[What is needed] The expected output is every entry that follows, reproduced exactly.
⁂
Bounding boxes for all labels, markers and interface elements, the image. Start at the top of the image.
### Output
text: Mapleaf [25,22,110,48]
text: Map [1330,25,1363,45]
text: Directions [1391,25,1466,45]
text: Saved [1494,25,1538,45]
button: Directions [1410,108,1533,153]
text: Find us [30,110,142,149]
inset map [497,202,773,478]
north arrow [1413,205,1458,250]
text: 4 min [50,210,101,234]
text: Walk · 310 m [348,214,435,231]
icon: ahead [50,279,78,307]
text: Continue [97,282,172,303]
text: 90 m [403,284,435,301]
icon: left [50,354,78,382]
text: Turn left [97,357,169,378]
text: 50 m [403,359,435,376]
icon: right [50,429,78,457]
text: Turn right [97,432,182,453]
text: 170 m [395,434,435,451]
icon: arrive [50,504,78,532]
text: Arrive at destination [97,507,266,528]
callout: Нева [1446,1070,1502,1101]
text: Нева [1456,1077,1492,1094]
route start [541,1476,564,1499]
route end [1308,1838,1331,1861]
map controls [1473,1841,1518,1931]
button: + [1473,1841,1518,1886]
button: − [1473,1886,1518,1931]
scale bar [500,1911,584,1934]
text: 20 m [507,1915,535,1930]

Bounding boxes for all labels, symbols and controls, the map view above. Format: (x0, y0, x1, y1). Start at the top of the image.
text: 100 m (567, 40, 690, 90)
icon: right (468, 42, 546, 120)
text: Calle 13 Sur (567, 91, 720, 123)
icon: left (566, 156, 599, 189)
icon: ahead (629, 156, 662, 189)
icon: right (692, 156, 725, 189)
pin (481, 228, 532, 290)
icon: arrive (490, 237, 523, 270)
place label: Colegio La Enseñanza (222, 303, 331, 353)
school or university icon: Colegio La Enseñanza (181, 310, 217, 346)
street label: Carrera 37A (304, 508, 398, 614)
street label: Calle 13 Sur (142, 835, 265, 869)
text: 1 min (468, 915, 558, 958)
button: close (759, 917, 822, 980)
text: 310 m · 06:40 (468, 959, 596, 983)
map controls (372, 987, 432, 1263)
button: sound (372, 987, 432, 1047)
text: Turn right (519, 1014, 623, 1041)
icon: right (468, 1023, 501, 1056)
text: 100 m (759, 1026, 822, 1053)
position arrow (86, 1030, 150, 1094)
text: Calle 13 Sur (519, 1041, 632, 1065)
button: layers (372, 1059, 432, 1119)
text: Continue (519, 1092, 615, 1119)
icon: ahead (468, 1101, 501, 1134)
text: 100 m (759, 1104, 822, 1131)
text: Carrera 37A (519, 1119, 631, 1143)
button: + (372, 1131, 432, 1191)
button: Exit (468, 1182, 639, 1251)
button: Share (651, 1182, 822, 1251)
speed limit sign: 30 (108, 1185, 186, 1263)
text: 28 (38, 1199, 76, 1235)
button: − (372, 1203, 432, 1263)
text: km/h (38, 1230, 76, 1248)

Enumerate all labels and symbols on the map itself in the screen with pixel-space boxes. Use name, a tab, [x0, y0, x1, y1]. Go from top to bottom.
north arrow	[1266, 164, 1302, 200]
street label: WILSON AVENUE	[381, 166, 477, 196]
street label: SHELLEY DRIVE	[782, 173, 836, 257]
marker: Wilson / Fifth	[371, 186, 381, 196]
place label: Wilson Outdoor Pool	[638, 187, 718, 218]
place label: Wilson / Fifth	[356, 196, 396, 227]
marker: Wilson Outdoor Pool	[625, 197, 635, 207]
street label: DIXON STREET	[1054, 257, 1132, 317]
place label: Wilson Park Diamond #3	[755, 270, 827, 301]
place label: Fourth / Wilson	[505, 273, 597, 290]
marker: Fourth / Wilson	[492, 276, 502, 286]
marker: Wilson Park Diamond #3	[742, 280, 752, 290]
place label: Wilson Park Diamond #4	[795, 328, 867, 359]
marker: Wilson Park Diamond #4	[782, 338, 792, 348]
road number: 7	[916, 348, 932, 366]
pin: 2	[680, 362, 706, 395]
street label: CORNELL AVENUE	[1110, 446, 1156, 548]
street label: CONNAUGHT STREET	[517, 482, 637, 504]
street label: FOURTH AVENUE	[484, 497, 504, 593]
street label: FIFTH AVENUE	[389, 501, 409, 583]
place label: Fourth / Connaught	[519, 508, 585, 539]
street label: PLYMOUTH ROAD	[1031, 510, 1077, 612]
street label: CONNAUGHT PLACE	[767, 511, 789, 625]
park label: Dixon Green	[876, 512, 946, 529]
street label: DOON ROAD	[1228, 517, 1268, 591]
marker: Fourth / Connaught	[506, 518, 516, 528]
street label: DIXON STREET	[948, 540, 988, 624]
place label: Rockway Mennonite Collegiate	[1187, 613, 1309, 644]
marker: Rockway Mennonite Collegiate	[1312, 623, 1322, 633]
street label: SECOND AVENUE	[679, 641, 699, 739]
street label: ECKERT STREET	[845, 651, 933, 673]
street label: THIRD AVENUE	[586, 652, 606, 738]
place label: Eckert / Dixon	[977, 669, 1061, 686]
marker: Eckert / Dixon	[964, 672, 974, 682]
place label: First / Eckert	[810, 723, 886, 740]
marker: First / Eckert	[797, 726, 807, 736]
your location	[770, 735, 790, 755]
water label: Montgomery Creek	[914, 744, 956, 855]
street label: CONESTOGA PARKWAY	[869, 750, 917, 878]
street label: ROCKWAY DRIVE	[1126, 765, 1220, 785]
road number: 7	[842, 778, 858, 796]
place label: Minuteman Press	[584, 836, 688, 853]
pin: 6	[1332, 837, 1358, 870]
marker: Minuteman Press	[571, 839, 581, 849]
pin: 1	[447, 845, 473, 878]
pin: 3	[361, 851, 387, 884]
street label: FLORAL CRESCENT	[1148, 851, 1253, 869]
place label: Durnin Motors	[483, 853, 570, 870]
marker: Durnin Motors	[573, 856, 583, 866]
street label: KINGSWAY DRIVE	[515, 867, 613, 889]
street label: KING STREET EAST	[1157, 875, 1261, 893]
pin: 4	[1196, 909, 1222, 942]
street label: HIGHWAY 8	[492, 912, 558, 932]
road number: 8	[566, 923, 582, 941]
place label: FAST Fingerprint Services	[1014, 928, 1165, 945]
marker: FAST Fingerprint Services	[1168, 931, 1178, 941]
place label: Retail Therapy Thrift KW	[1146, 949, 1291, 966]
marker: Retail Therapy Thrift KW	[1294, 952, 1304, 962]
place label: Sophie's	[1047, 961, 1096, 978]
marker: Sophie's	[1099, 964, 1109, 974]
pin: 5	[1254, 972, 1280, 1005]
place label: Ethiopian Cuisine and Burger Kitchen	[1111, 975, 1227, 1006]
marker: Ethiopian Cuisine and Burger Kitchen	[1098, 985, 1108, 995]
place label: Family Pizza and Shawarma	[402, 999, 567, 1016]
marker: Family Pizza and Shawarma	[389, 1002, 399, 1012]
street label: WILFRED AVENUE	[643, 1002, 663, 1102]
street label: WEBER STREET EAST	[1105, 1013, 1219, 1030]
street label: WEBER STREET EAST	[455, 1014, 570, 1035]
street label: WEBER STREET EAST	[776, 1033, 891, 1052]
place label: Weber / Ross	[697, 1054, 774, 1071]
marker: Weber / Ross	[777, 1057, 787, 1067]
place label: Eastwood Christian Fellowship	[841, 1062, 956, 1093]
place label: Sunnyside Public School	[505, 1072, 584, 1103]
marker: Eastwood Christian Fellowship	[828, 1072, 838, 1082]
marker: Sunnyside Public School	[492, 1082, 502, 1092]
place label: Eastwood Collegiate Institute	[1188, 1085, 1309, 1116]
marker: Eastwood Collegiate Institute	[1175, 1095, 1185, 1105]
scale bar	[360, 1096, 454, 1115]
⁂
[Solution for this exercise]
Bounding boxes for all labels, markers and interface elements, the image. Start at the top of the image.
### Output
text: Mapleaf [25,22,110,48]
text: Map [1330,25,1363,45]
text: Directions [1391,25,1466,45]
text: Saved [1494,25,1538,45]
button: Directions [1410,108,1533,153]
text: Find us [30,110,142,149]
inset map [497,202,773,478]
north arrow [1413,205,1458,250]
text: 4 min [50,210,101,234]
text: Walk · 310 m [348,214,435,231]
icon: ahead [50,279,78,307]
text: Continue [97,282,172,303]
text: 90 m [403,284,435,301]
icon: left [50,354,78,382]
text: Turn left [97,357,169,378]
text: 50 m [403,359,435,376]
icon: right [50,429,78,457]
text: Turn right [97,432,182,453]
text: 170 m [395,434,435,451]
icon: arrive [50,504,78,532]
text: Arrive at destination [97,507,266,528]
callout: Нева [1446,1070,1502,1101]
text: Нева [1456,1077,1492,1094]
route start [541,1476,564,1499]
route end [1308,1838,1331,1861]
map controls [1473,1841,1518,1931]
button: + [1473,1841,1518,1886]
button: − [1473,1886,1518,1931]
scale bar [500,1911,584,1934]
text: 20 m [507,1915,535,1930]

Bounding boxes for all labels, symbols and controls, the map view above. Format: (x0, y0, x1, y1). Start at the top of the image.
text: 100 m (567, 40, 690, 90)
icon: right (468, 42, 546, 120)
text: Calle 13 Sur (567, 91, 720, 123)
icon: left (566, 156, 599, 189)
icon: ahead (629, 156, 662, 189)
icon: right (692, 156, 725, 189)
pin (481, 228, 532, 290)
icon: arrive (490, 237, 523, 270)
place label: Colegio La Enseñanza (222, 303, 331, 353)
school or university icon: Colegio La Enseñanza (181, 310, 217, 346)
street label: Carrera 37A (304, 508, 398, 614)
street label: Calle 13 Sur (142, 835, 265, 869)
text: 1 min (468, 915, 558, 958)
button: close (759, 917, 822, 980)
text: 310 m · 06:40 (468, 959, 596, 983)
map controls (372, 987, 432, 1263)
button: sound (372, 987, 432, 1047)
text: Turn right (519, 1014, 623, 1041)
icon: right (468, 1023, 501, 1056)
text: 100 m (759, 1026, 822, 1053)
position arrow (86, 1030, 150, 1094)
text: Calle 13 Sur (519, 1041, 632, 1065)
button: layers (372, 1059, 432, 1119)
text: Continue (519, 1092, 615, 1119)
icon: ahead (468, 1101, 501, 1134)
text: 100 m (759, 1104, 822, 1131)
text: Carrera 37A (519, 1119, 631, 1143)
button: + (372, 1131, 432, 1191)
button: Exit (468, 1182, 639, 1251)
button: Share (651, 1182, 822, 1251)
speed limit sign: 30 (108, 1185, 186, 1263)
text: 28 (38, 1199, 76, 1235)
button: − (372, 1203, 432, 1263)
text: km/h (38, 1230, 76, 1248)

Enumerate all labels and symbols on the map itself in the screen with pixel-space boxes. Use name, a tab, [x0, y0, x1, y1]. Go from top to bottom.
north arrow	[1266, 164, 1302, 200]
street label: WILSON AVENUE	[381, 166, 477, 196]
street label: SHELLEY DRIVE	[782, 173, 836, 257]
marker: Wilson / Fifth	[371, 186, 381, 196]
place label: Wilson Outdoor Pool	[638, 187, 718, 218]
place label: Wilson / Fifth	[356, 196, 396, 227]
marker: Wilson Outdoor Pool	[625, 197, 635, 207]
street label: DIXON STREET	[1054, 257, 1132, 317]
place label: Wilson Park Diamond #3	[755, 270, 827, 301]
place label: Fourth / Wilson	[505, 273, 597, 290]
marker: Fourth / Wilson	[492, 276, 502, 286]
marker: Wilson Park Diamond #3	[742, 280, 752, 290]
place label: Wilson Park Diamond #4	[795, 328, 867, 359]
marker: Wilson Park Diamond #4	[782, 338, 792, 348]
road number: 7	[916, 348, 932, 366]
pin: 2	[680, 362, 706, 395]
street label: CORNELL AVENUE	[1110, 446, 1156, 548]
street label: CONNAUGHT STREET	[517, 482, 637, 504]
street label: FOURTH AVENUE	[484, 497, 504, 593]
street label: FIFTH AVENUE	[389, 501, 409, 583]
place label: Fourth / Connaught	[519, 508, 585, 539]
street label: PLYMOUTH ROAD	[1031, 510, 1077, 612]
street label: CONNAUGHT PLACE	[767, 511, 789, 625]
park label: Dixon Green	[876, 512, 946, 529]
street label: DOON ROAD	[1228, 517, 1268, 591]
marker: Fourth / Connaught	[506, 518, 516, 528]
street label: DIXON STREET	[948, 540, 988, 624]
place label: Rockway Mennonite Collegiate	[1187, 613, 1309, 644]
marker: Rockway Mennonite Collegiate	[1312, 623, 1322, 633]
street label: SECOND AVENUE	[679, 641, 699, 739]
street label: ECKERT STREET	[845, 651, 933, 673]
street label: THIRD AVENUE	[586, 652, 606, 738]
place label: Eckert / Dixon	[977, 669, 1061, 686]
marker: Eckert / Dixon	[964, 672, 974, 682]
place label: First / Eckert	[810, 723, 886, 740]
marker: First / Eckert	[797, 726, 807, 736]
your location	[770, 735, 790, 755]
water label: Montgomery Creek	[914, 744, 956, 855]
street label: CONESTOGA PARKWAY	[869, 750, 917, 878]
street label: ROCKWAY DRIVE	[1126, 765, 1220, 785]
road number: 7	[842, 778, 858, 796]
place label: Minuteman Press	[584, 836, 688, 853]
pin: 6	[1332, 837, 1358, 870]
marker: Minuteman Press	[571, 839, 581, 849]
pin: 1	[447, 845, 473, 878]
pin: 3	[361, 851, 387, 884]
street label: FLORAL CRESCENT	[1148, 851, 1253, 869]
place label: Durnin Motors	[483, 853, 570, 870]
marker: Durnin Motors	[573, 856, 583, 866]
street label: KINGSWAY DRIVE	[515, 867, 613, 889]
street label: KING STREET EAST	[1157, 875, 1261, 893]
pin: 4	[1196, 909, 1222, 942]
street label: HIGHWAY 8	[492, 912, 558, 932]
road number: 8	[566, 923, 582, 941]
place label: FAST Fingerprint Services	[1014, 928, 1165, 945]
marker: FAST Fingerprint Services	[1168, 931, 1178, 941]
place label: Retail Therapy Thrift KW	[1146, 949, 1291, 966]
marker: Retail Therapy Thrift KW	[1294, 952, 1304, 962]
place label: Sophie's	[1047, 961, 1096, 978]
marker: Sophie's	[1099, 964, 1109, 974]
pin: 5	[1254, 972, 1280, 1005]
place label: Ethiopian Cuisine and Burger Kitchen	[1111, 975, 1227, 1006]
marker: Ethiopian Cuisine and Burger Kitchen	[1098, 985, 1108, 995]
place label: Family Pizza and Shawarma	[402, 999, 567, 1016]
marker: Family Pizza and Shawarma	[389, 1002, 399, 1012]
street label: WILFRED AVENUE	[643, 1002, 663, 1102]
street label: WEBER STREET EAST	[1105, 1013, 1219, 1030]
street label: WEBER STREET EAST	[455, 1014, 570, 1035]
street label: WEBER STREET EAST	[776, 1033, 891, 1052]
place label: Weber / Ross	[697, 1054, 774, 1071]
marker: Weber / Ross	[777, 1057, 787, 1067]
place label: Eastwood Christian Fellowship	[841, 1062, 956, 1093]
place label: Sunnyside Public School	[505, 1072, 584, 1103]
marker: Eastwood Christian Fellowship	[828, 1072, 838, 1082]
marker: Sunnyside Public School	[492, 1082, 502, 1092]
place label: Eastwood Collegiate Institute	[1188, 1085, 1309, 1116]
marker: Eastwood Collegiate Institute	[1175, 1095, 1185, 1105]
scale bar	[360, 1096, 454, 1115]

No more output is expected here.